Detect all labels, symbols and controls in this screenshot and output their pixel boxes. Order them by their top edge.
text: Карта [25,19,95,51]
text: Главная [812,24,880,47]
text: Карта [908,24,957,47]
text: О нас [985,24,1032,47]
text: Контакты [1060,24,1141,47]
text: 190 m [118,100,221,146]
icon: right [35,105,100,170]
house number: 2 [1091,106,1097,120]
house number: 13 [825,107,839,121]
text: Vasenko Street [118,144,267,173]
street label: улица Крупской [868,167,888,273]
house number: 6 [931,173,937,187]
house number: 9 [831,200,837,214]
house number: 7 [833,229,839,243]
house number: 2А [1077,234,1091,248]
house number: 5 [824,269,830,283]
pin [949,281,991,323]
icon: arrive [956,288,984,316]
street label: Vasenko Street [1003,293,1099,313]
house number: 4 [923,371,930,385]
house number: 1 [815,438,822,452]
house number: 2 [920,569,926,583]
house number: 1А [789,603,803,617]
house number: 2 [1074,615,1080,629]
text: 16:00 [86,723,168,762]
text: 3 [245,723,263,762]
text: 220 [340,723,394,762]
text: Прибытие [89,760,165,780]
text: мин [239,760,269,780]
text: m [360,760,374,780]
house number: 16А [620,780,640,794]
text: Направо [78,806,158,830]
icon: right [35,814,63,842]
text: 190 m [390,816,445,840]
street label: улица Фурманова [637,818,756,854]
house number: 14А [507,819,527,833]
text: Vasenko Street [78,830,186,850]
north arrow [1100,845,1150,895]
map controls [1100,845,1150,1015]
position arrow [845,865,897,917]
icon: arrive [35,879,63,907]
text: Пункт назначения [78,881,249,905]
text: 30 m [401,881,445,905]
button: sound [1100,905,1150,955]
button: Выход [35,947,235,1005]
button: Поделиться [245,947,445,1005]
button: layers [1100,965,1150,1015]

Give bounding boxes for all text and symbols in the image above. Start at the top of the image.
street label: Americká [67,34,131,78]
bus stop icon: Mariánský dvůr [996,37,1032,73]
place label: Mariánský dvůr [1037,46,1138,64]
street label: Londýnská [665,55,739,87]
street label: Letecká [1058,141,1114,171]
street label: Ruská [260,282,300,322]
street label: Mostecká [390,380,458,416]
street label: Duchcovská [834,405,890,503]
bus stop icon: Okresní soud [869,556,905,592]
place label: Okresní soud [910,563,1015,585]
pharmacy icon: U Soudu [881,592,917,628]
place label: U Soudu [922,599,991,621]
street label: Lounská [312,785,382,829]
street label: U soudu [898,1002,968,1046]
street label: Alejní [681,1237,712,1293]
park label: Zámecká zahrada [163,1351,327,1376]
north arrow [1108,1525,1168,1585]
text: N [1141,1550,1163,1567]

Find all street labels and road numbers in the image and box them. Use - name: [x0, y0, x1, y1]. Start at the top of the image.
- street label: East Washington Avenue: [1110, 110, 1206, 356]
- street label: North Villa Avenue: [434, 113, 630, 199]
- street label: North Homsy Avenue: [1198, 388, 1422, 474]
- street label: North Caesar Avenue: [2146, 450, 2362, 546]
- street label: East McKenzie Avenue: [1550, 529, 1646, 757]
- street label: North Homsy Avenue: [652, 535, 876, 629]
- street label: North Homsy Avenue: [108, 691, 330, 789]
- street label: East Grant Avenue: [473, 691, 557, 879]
——
| Exercise details |
An exact copy is needed of the closing lines of the entries above, counting from the one that contains "Give bounding boxes" and including it and the last.

| Exercise solution |
Give bounding boxes for all text and symbols in the image above. Start at the top of the image.
street label: Americká [67,34,131,78]
bus stop icon: Mariánský dvůr [996,37,1032,73]
place label: Mariánský dvůr [1037,46,1138,64]
street label: Londýnská [665,55,739,87]
street label: Letecká [1058,141,1114,171]
street label: Ruská [260,282,300,322]
street label: Mostecká [390,380,458,416]
street label: Duchcovská [834,405,890,503]
bus stop icon: Okresní soud [869,556,905,592]
place label: Okresní soud [910,563,1015,585]
pharmacy icon: U Soudu [881,592,917,628]
place label: U Soudu [922,599,991,621]
street label: Lounská [312,785,382,829]
street label: U soudu [898,1002,968,1046]
street label: Alejní [681,1237,712,1293]
park label: Zámecká zahrada [163,1351,327,1376]
north arrow [1108,1525,1168,1585]
text: N [1141,1550,1163,1567]

Find all street labels and road numbers in the image and box them. Use - name: [x0, y0, x1, y1]. Start at the top of the image.
- street label: East Washington Avenue: [1110, 110, 1206, 356]
- street label: North Villa Avenue: [434, 113, 630, 199]
- street label: North Homsy Avenue: [1198, 388, 1422, 474]
- street label: North Caesar Avenue: [2146, 450, 2362, 546]
- street label: East McKenzie Avenue: [1550, 529, 1646, 757]
- street label: North Homsy Avenue: [652, 535, 876, 629]
- street label: North Homsy Avenue: [108, 691, 330, 789]
- street label: East Grant Avenue: [473, 691, 557, 879]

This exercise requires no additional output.